Interactive effects of soil amendments (biochar and gypsum) and salinity on ammonia volatilization in coastal saline soil

Abstract

Ammonia (NH3) volatilization is a major route of nitrogen (N) loss from soil, especially in saline soil. Biochar and gypsum are two important soil amendments that are widely used in coastal saline farmland. However, little is known about the interactive effects of soil amendments and salinity on NH3 volatilization. In this study, five soil salinity levels, three N sources (urea, monoammonium phosphate (MAP), and manure) and two soil amendments (biochar and gypsum, both applied at two rates) were selected to conduct incubation experiments. Nitrogen transformation experiments were conducted simultaneously with NH3 volatilization experiments. The results showed that cumulative NH3 volatilization increased with salinity due to the accumulation of ammonium, which resulted from the inhibition of nitrification by salinity, and also the effect of salinity on soil properties related to NH3 volatilization. Among the tested N sources, the highest NH3 volatilization was observed for urea, followed by MAP and manure, in soils with three different salinity levels. Biochar application increased NH3 volatilization in saline soil, as salt ions constrained the NH3/ NH4+ adsorption capacity of biochar, and the inhibition of nitrification by biochar was aggravated in saline soil.
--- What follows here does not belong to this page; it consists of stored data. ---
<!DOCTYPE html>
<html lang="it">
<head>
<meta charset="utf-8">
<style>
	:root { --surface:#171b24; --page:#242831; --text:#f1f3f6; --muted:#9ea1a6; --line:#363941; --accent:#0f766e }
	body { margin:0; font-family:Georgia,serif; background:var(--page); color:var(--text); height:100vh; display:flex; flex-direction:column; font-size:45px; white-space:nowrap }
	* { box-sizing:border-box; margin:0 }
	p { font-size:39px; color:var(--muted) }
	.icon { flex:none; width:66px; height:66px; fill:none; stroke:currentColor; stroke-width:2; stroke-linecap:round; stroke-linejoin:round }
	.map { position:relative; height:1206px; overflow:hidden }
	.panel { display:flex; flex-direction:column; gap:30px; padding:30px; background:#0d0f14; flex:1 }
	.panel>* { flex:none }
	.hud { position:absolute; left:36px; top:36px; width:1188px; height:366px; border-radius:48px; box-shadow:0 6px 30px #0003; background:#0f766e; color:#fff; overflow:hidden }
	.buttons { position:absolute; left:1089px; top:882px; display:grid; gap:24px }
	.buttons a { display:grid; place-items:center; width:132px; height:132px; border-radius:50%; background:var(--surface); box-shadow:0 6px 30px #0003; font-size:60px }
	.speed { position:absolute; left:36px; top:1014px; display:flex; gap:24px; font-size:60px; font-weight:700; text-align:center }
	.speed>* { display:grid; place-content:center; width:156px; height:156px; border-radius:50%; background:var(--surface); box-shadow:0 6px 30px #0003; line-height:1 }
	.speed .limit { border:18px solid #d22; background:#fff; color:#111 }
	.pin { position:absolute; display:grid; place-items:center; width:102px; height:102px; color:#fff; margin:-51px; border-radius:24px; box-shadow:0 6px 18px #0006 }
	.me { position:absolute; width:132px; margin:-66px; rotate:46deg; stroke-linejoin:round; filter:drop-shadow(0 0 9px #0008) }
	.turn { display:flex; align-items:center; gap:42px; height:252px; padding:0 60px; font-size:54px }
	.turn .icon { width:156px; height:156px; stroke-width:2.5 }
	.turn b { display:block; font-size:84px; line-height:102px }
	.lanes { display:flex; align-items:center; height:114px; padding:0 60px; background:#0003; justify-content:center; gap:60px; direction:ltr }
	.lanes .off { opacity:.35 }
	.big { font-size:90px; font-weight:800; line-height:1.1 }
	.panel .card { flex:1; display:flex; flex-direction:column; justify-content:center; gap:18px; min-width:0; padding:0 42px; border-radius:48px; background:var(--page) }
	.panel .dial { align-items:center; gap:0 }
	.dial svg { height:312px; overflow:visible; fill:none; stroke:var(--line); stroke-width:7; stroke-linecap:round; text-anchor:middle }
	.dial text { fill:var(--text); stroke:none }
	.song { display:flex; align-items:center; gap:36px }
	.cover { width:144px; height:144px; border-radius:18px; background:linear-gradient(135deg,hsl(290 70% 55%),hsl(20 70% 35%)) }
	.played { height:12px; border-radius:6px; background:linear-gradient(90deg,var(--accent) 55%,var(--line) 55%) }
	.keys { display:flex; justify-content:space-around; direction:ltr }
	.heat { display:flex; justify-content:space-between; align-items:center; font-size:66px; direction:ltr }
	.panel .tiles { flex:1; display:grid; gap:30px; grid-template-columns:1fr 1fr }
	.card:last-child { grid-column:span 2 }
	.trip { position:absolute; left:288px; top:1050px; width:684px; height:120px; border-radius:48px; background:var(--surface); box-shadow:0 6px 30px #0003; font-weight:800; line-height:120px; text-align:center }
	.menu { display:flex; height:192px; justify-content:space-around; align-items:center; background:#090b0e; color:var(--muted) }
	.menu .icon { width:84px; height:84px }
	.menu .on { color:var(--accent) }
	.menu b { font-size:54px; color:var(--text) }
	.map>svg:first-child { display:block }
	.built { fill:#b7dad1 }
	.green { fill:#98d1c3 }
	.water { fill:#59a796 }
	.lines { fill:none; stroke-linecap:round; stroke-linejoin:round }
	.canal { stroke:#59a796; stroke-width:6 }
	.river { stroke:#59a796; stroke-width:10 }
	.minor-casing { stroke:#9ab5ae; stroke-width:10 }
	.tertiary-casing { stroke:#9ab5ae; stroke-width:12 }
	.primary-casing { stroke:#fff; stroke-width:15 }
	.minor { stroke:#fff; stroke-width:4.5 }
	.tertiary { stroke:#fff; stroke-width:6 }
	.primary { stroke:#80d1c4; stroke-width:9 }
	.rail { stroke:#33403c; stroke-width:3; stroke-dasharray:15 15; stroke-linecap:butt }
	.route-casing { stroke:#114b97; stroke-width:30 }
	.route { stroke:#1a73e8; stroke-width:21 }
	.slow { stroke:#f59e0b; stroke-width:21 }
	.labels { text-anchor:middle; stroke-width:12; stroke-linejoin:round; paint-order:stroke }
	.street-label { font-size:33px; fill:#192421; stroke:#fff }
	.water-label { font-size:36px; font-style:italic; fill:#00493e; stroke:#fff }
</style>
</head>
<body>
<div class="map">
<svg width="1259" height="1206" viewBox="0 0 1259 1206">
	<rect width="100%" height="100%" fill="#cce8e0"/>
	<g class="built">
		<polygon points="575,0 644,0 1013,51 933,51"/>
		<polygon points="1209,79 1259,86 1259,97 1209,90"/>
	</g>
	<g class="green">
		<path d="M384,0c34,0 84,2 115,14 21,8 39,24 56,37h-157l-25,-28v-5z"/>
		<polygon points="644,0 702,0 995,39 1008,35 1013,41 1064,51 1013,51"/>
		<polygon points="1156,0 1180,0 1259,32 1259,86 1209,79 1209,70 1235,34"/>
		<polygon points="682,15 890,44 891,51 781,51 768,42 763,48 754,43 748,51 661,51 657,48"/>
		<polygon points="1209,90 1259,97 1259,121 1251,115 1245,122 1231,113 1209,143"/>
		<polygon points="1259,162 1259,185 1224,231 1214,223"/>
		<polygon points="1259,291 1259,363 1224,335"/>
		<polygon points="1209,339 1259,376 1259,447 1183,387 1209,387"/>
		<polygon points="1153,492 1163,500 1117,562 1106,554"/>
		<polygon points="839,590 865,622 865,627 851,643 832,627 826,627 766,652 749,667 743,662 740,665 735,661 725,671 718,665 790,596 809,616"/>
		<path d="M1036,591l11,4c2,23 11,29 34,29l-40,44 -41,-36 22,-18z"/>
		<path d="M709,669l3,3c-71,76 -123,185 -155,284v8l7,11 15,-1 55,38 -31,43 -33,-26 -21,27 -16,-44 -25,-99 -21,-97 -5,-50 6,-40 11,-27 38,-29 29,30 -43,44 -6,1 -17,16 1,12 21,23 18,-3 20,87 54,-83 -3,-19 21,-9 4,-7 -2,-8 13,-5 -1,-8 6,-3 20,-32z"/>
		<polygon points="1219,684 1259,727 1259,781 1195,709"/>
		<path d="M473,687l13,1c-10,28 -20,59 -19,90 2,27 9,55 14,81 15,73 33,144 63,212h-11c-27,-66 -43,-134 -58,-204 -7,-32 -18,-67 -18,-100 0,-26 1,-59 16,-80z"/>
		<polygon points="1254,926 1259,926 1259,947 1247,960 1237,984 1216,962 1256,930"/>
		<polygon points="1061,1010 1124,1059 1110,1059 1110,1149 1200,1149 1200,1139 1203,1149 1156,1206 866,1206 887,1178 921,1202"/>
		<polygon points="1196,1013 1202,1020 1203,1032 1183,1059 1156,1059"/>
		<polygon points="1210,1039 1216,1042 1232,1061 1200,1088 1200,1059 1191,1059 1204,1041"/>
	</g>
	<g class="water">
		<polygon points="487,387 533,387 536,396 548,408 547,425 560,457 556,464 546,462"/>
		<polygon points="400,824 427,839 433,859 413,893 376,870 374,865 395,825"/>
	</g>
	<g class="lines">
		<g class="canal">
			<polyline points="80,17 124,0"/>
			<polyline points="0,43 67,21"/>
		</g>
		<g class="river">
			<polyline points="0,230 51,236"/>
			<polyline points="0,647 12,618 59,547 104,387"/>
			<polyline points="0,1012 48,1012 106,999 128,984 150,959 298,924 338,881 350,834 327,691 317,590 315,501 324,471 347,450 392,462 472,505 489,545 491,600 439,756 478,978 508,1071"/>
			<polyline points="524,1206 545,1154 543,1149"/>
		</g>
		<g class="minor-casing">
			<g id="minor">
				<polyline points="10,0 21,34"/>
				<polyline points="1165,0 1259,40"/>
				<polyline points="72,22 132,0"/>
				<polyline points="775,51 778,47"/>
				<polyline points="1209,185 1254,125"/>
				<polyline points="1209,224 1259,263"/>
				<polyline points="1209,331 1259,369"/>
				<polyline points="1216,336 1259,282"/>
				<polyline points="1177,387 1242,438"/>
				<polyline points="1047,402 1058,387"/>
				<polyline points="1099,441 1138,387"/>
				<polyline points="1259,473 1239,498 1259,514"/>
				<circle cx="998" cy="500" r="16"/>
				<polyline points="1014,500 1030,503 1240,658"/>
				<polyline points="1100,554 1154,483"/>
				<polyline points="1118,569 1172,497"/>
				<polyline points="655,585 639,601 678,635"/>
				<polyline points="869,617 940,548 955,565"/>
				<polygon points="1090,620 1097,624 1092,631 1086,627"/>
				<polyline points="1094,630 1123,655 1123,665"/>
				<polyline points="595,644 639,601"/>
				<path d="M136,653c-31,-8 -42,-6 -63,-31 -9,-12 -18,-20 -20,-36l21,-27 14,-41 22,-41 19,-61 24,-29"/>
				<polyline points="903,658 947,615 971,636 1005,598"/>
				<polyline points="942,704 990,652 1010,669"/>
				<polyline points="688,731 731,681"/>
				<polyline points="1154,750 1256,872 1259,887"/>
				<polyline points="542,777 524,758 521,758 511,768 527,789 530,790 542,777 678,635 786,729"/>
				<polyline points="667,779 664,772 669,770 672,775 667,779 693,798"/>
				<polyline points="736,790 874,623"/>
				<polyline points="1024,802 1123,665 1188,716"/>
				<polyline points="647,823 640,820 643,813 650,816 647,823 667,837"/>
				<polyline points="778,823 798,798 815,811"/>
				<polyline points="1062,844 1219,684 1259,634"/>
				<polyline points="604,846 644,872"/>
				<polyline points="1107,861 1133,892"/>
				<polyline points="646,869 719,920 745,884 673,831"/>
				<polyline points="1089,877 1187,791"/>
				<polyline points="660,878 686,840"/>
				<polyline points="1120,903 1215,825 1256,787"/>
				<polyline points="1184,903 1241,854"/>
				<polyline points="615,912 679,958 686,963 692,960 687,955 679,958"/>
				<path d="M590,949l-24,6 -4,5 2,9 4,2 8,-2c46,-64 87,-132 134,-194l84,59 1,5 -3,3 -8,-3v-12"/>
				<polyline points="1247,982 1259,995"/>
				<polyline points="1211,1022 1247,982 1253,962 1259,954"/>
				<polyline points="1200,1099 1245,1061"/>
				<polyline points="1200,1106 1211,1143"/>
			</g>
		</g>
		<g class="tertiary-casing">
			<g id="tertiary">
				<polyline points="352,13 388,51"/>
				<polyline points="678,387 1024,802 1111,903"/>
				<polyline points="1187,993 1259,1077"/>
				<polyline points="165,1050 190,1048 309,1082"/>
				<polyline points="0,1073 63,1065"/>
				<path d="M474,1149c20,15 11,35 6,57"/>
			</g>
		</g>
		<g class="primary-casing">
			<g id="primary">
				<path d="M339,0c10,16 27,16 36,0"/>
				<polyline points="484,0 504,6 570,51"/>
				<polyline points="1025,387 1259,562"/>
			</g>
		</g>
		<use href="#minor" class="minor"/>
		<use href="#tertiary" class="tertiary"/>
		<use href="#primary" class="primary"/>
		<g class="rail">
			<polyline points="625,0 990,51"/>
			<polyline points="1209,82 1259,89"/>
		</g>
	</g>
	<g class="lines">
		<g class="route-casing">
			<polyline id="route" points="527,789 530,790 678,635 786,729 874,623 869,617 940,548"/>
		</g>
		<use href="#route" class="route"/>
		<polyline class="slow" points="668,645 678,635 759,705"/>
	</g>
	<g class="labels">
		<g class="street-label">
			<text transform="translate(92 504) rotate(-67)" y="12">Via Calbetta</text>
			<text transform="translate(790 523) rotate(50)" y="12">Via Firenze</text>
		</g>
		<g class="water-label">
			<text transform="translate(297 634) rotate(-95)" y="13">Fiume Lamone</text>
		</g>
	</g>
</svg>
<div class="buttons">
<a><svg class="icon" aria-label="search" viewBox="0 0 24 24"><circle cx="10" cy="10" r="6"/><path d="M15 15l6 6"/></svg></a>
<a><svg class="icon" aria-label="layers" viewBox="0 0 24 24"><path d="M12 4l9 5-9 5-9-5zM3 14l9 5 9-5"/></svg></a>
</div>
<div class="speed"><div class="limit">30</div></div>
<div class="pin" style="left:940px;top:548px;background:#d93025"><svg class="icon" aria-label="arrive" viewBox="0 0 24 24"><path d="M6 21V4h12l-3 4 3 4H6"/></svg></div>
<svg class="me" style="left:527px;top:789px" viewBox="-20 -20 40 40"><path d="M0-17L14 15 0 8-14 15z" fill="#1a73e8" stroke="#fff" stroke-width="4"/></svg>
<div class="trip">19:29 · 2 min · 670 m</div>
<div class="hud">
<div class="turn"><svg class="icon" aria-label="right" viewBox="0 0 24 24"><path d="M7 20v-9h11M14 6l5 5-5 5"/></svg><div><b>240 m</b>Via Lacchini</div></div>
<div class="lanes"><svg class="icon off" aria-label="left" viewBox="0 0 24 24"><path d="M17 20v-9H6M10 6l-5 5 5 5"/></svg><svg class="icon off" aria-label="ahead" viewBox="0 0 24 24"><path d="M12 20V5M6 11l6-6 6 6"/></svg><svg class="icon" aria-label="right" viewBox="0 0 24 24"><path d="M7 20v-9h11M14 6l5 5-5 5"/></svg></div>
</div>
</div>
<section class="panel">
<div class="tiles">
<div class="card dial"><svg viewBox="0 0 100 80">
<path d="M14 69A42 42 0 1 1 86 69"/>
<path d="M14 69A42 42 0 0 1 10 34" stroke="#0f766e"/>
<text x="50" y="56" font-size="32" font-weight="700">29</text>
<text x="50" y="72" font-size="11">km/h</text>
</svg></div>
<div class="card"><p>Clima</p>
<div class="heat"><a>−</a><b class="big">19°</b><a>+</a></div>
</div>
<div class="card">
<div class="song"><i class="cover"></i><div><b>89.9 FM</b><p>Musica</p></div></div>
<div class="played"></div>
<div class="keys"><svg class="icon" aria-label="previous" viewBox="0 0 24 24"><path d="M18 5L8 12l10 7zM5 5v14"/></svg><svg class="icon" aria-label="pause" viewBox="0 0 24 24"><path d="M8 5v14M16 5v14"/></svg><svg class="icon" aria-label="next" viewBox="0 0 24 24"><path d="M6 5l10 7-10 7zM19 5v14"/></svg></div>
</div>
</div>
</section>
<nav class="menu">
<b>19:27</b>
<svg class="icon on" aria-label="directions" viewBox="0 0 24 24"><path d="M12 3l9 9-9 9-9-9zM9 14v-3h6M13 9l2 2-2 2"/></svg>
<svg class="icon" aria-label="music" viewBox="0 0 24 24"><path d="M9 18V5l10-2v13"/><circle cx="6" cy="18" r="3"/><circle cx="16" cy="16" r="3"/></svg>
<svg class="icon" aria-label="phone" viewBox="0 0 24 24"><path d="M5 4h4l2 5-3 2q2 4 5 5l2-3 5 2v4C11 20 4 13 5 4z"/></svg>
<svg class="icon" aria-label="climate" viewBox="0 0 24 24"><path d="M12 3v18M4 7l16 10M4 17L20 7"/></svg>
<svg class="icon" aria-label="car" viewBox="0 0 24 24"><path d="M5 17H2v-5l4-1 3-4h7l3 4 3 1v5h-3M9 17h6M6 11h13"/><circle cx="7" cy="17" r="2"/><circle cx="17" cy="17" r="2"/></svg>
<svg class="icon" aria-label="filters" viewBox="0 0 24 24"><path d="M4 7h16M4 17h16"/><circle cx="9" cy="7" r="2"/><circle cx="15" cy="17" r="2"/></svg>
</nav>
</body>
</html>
Overall, NH3 volatilization increased with the biochar application rate in saline soil, whereas the effect of a low rate of biochar application on NH3 volatilization was not significant. Gypsum decreased NH3 volatilization in saline soil, whereas the contribution of different gypsum rates to NH3 volatilization showed no difference. The conclusion could be drawn from the above results that low rates of biochar and gypsum may prevent or reduce NH3 volatilization and nitrogen losses in coastal saline soil.